Les deux premières années se passèrent ainsi ; mes frères et sœurs continuaient à mendier ; moi, je me donnais mille peines pour rendre service au parrain. À dix ans, l’idée d’apprendre un état et de gagner mon pain me travaillait déjà ; maître Jean le voyait, et me retenait le plus souvent possible à la forge.

Chaque fois que j’y pense, je crois entendre la voix du parrain me crier : « Courage, Michel, courage ! »

C’était un grand et gros homme, avec de larges favoris roux, la grosse queue pendant sur le dos, et les moustaches si longues et touffues, qu’il pouvait les passer jusque derrière ses oreilles. Dans ce temps, les maréchaux ferrants des hussards avaient aussi ces favoris et la queue nouée derrière en forme de perruque ; je pense que le parrain voulait leur ressembler. Il avait de gros yeux gris, le nez charnu, les joues rondes, et riait fort, lorsqu’il s’y mettait. Son tablier de cuir lui remontait en bavette jusque sous le menton, et ses gros bras étaient nus à la forge en plein hiver.

À chaque instant il disputait avec Valentin, son compagnon, un grand gaillard, maigre et voûté, qui trouvait tout bien dans ce bas monde : les nobles, les moines, les maitrises, tout !…

Mais, animal, lui criait le parrain, si ces choses n’existaient pas, tu serais maître forgeron comme moi depuis longtemps ; tu te serais acquis du bien, tu pourrais vivre à ton aise.

— C’est égal, répondait Valentin, vous penserez ce qui vous plaira : moi, je suis pour notre sainte religion, la noblesse et le roi. C’est l’ordre établi par Dieu ! »

Alors maître Jean levait brusquement ses épaules et disait :

« Allons, puisque tu trouves tout bien, moi, j’y consens. En route ! »

Et l’on se remettait à forger.

Je n’ai jamais rencontré de plus brave homme que Valentin, mais il avait la tête en pain de sucre, et raisonnait comme une oie.

Ce n’était pas sa faute, on ne pouvait pas lui en vouloir.

La mère Catherine pensait comme son mari, et Nicole pensait comme la mère Catherine.

Tout prospérait à l’auberge ; maître Jean gagnait des sommes tous les ans ; et quand on nommait les répartiteurs pour les corvées, les tailles et les autres impositions des Baraques, il était toujours sur la liste, avec le maître bûcheron Cochart, et le grand charron Létumier, qui se faisaient bien aussi trois ou quatre cents livres.

Il faut savoir qu’alors le chemin ordinaire des rouliers, des voituriers et des maraîchers d’Alsace, pour se rendre au marché de la ville, passait par les Baraques.
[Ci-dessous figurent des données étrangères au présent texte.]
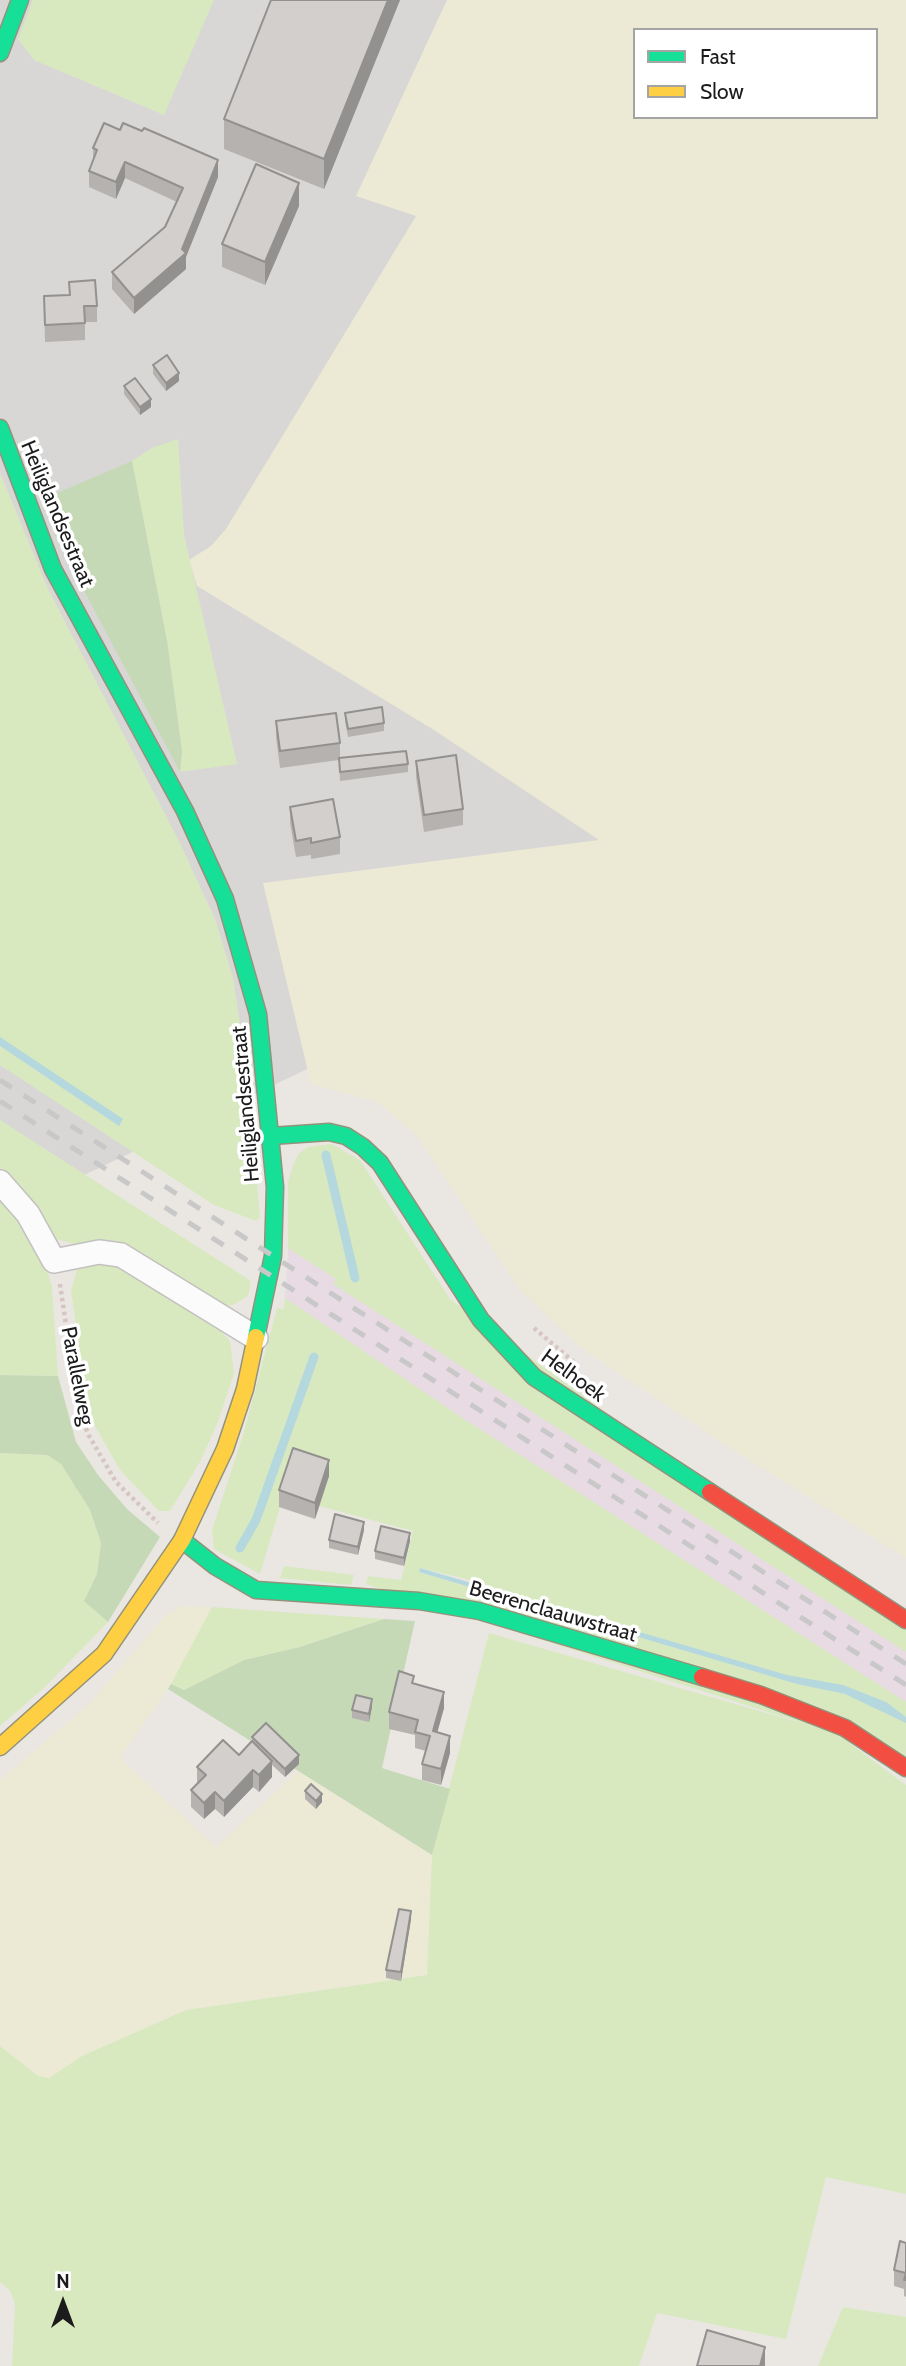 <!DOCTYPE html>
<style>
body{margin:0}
#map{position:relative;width:906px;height:2366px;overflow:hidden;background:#eae7e3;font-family:Cabin,sans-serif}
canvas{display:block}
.legend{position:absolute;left:633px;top:28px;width:245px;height:91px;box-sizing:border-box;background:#fff;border:2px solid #a4a4a4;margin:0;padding:9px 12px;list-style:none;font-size:21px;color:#1b1b1b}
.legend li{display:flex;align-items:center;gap:14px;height:35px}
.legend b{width:35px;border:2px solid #a4a4a4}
.north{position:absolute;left:28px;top:2268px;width:70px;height:70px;-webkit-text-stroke:5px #fff;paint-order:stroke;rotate:0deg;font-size:19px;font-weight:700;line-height:28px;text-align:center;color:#1b1b1b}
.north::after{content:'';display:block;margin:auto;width:24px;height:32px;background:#1b1b1b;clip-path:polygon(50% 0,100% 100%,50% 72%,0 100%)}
</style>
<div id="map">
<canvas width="906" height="2366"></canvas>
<ul class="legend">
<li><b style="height:9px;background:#16e098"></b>Fast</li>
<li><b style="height:9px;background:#ffcf43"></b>Slow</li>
</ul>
<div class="north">N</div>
</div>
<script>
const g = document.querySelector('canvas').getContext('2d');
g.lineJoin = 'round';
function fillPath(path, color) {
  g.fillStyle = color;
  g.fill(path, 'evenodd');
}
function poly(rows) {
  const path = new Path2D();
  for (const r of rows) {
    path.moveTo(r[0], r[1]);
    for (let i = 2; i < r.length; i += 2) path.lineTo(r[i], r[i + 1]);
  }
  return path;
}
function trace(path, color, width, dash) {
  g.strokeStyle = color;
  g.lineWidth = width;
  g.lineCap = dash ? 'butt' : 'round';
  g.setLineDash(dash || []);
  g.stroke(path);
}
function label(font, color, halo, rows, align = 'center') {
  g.font = font + ' Cabin,sans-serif';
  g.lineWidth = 7;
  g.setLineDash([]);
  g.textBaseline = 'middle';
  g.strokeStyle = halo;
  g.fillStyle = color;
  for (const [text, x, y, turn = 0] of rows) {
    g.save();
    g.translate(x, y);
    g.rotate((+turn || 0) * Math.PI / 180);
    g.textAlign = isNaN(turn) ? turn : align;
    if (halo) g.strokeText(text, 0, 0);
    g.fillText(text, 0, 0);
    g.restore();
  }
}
fillPath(poly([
 [0,0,583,0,516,135,742,359,570,950,421,1015,0,1215]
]), '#d9d7d5');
fillPath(poly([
 [289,1236,906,1634,906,1733,284,1310]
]), '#e8dbe4');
fillPath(poly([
 [447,0,906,0,906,1558,738,1453,580,1347,520,1290,417,1136,378,1102,311,1084,263,883,599,840,434,730,197,586,189,560,211,546,226,529,416,216,356,196],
 [635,30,876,30,876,117,635,117],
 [180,1606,212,1607,181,1670,120,1758,216,1847,298,1771,432,1855,427,1975,186,2010,82,2056,49,2079,38,2076,0,2046,0,1780,89,1704,164,1617]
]), '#ecead5');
fillPath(poly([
 [33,0,214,0,164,115,34,60,18,39],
 [178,439,184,535,237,764,180,772,182,751,167,641,132,461,152,448],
 [0,473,48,589,180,843,215,919,233,978,246,1062,260,1217,256,1221,214,1205,0,1065],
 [0,1120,251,1281,248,1296,233,1305,219,1306,122,1244,101,1241,77,1245,56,1239,18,1188,0,1171],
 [332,1144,360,1160,450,1299,906,1630,906,1652,333,1284,336,1279,288,1248,288,1182,292,1168,298,1154,308,1147],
 [0,1195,16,1212,45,1262,52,1287,58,1376,0,1375],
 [96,1262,116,1264,215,1325,230,1341,234,1373,218,1422,200,1462,170,1511,159,1511,120,1470,95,1426,87,1403,71,1290,77,1270],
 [285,1298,464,1419,906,1702,906,1756,366,1584,368,1576,401,1580,413,1531,319,1506,293,1464,260,1574,214,1549,212,1530,244,1432,277,1308,284,1309],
 [420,1568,466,1579,795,1683,419,1572],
 [0,1453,47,1455,61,1464,90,1510,101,1543,97,1574,85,1600,108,1622,45,1687,0,1726],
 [284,1566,354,1575,351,1585,280,1578],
 [212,1607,384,1619,300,1647,244,1660,184,1690,171,1684],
 [489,1633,836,1733,906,1785,906,2194,826,2177,786,2339,657,2313,639,2366,12,2366,15,2304,10,2291,0,2282,0,2046,38,2076,49,2078,82,2056,186,2010,427,1975,432,1855],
 [843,2307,906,2317,906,2366,818,2366]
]), '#d8e9c0');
fillPath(poly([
 [132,461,167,641,182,751,180,772,55,536,43,499],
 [0,1375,58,1376,76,1442,98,1475,127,1509,160,1537,108,1622,84,1601,97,1574,101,1543,90,1510,61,1464,47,1455,0,1453],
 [384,1619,415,1621,382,1768,450,1789,432,1855,168,1689,171,1684,184,1690,244,1660,300,1647]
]), '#c6d9b7');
fillPath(poly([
 [0,1037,123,1119,119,1126,0,1046],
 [420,1568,787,1675,843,1685,886,1702,906,1717,906,1723,845,1694,797,1684,419,1572]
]), '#b5d8df');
trace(poly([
 [326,1155,355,1278],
 [240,1548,256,1520,314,1357]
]), '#b5d8df', 9);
const street = poly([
 [0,1182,28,1214,54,1261,99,1252,121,1255,256,1338]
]);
const fast = poly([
 [0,53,20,0],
 [0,428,53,569,185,811,225,899,258,1014,275,1187,273,1256,256,1337],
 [271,1136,329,1132,346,1136,363,1147,380,1163,481,1320,534,1377,710,1492],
 [182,1540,215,1566,256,1590,419,1601,479,1611,702,1677]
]);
const slow = poly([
 [0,1747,104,1654,182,1540,225,1449,245,1389,256,1337]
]);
const jam = poly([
 [710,1492,906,1620],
 [702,1677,761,1695,845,1728,906,1768]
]);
trace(street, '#c2c1bf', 26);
trace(fast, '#93927b', 19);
trace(slow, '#93927b', 19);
trace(jam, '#93927b', 19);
trace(poly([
 [60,1284,78,1407,88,1434,116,1482,158,1523],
 [534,1328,575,1363]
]), '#d6c5c3', 4.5, [3.5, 3.5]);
trace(street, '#fcfbfb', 23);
trace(fast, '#16e098', 16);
trace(slow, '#ffcf43', 16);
trace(jam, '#f24e42', 16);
trace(poly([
 [0,1080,906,1664],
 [0,1101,906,1685]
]), '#c9c8c8', 5, [14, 14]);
fillPath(poly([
 [271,0,400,0,324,189,224,149,224,119],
 [93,148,218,177,186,257,186,269,134,314,112,289,112,272,165,227,177,202,125,178,116,199,89,187,89,171,93,160],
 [299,206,265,285,222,267,222,244],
 [69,282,97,306,97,322,85,322,85,340,45,342,44,296,69,295],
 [153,365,179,381,166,391,153,374],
 [124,386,151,407,140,415,124,394],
 [345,713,384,723,384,731,348,737,345,721],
 [276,721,340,743,340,758,408,764,408,772,340,781,339,760,280,768,276,737],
 [416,761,463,809,463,825,424,832,416,777],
 [290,807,340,837,340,854,311,859,311,855,296,857,290,823],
 [329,1476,315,1519,279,1507,279,1490],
 [364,1530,358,1555,329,1548,329,1540],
 [410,1541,404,1566,375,1559,375,1551],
 [414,1683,444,1708,437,1733,450,1753,441,1785,422,1780,422,1764,426,1751,415,1748,415,1735,389,1729,389,1712],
 [372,1707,369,1722,352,1718,352,1710],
 [252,1737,299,1764,285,1777,272,1765,272,1777,259,1792,253,1787,224,1817,215,1809,204,1819,191,1807,191,1790,197,1784,197,1767,239,1755,252,1741],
 [305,1791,322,1802,316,1809,305,1799],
 [411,1919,401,1981,386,1978,386,1970],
 [906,2243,906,2297,904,2296,904,2289,894,2286,894,2270]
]), '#b5b2af');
fillPath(poly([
 [388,0,400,0,324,189,324,159],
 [218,160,218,177,186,257,186,269,134,314,134,298,182,249],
 [125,162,125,178,116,199,116,182],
 [299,183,299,206,265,285,265,262],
 [179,373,179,381,166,391,166,383],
 [151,399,151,407,140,415,140,407],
 [329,1460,329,1476,315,1519,315,1503],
 [364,1522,364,1530,358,1555,358,1547],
 [410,1533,410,1541,404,1566,404,1558],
 [444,1692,444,1708,433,1748,433,1731],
 [372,1699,372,1707,369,1722,369,1714],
 [450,1736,450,1753,441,1785,441,1769],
 [299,1755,299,1764,285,1777,285,1769],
 [272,1761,272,1777,259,1792,259,1775],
 [253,1770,253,1787,224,1817,224,1801],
 [215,1792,215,1809,204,1819,204,1803],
 [322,1794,322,1802,316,1809,316,1801],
 [411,1911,411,1919,401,1981,401,1972],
 [765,2347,765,2366,760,2366]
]), '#93918f');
const building = poly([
 [271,0,388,0,324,159,224,119,271,0],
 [104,123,120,130,123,123,142,131,144,128,218,160,182,249,186,253,134,298,112,272,165,227,183,188,125,162,116,182,89,171,97,150,93,148,104,123],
 [256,164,299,183,265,262,222,244,256,164],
 [95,280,97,306,84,306,85,323,45,325,44,296,70,295,69,282,95,280],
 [167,355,179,373,166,383,153,365,167,355],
 [135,378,151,399,140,407,124,386,135,378],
 [382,707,384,723,348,729,345,713,382,707],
 [336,713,340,743,280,751,276,721,336,713],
 [406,751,408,764,340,772,339,758,406,751],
 [456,755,463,809,424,815,416,761,456,755],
 [333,799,340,837,311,843,311,838,296,841,290,807,333,799],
 [293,1448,329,1460,315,1503,279,1490,293,1448],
 [335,1514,364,1522,358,1547,329,1540,335,1514],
 [381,1526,410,1533,404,1558,375,1551,381,1526],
 [399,1671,414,1676,412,1683,444,1692,433,1731,450,1736,441,1769,422,1764,430,1736,415,1732,418,1720,389,1712,399,1671],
 [356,1695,372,1699,369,1714,352,1710,356,1695],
 [266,1723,299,1755,285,1769,252,1737,266,1723],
 [223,1740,239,1755,252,1741,272,1761,259,1775,253,1770,224,1801,215,1792,204,1803,191,1790,206,1775,197,1767,223,1740],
 [311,1784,322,1794,316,1801,305,1791,311,1784],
 [399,1909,411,1911,401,1972,386,1970,399,1909],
 [900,2241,906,2243,906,2280,904,2280,906,2273,894,2270,900,2241],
 [707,2330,765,2347,760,2366,697,2366,707,2330]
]);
fillPath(building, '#d2cfcc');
trace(building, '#93918f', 2);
label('21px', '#1b1b1b', '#fff', [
 ["Heiliglandsestraat",57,514,67],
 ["Heiliglandsestraat",246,1104,-95],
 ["Parallelweg",77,1376,79],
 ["Helhoek",573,1376,36],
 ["Beerenclaauwstraat",553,1612,16]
]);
</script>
Comme la route de Saverne à Phalsbourg montait tout droit ; comme elle était effondrée, pleine d’orniéres et même de ravines, où l’on risquait de verser jusque dans la Schlittenbach ; comme il fallait des cinq et six chevaux de renfort pour grimper cette côte, les gens aimaient mieux faire un détour par le vallon de la Zorne ; et presque tous, en allant et venant, s’arrêtaient à l’auberge des Trois-Pigeons.

La forge et l’auberge allaient bien ensemble ; pendant qu’on ferrait le cheval ou qu’on raccommodait la charrette, le voiturier entrait aux Trois-Pigeons ; il voyait de la fenêtre ce qui se passait dehors, en cassant sa croûte de pain, et vidant sa chopine de vin blanc.

Les jours de foire la grande salle fourmillait de monde ; ces gens arrivaient par bandes, avec leurs hottes, leurs paniers et leurs charrettes. En s’en retournant, ils avaient presque toujours un verre de top dans la tête, et ne se gênaient pas de dire ce qu’ils pensaient. — C’étaient des plaintes qui ne finissaient pas ; les femmes surtout n’en disaient jamais assez ; elles appelaient les seigneurs, Les prévôts, par leurs véritables noms ; elles racontaient leurs abominations, et quand leurs maris voulaient un peu les calmer, elles les traitaient de bêtes.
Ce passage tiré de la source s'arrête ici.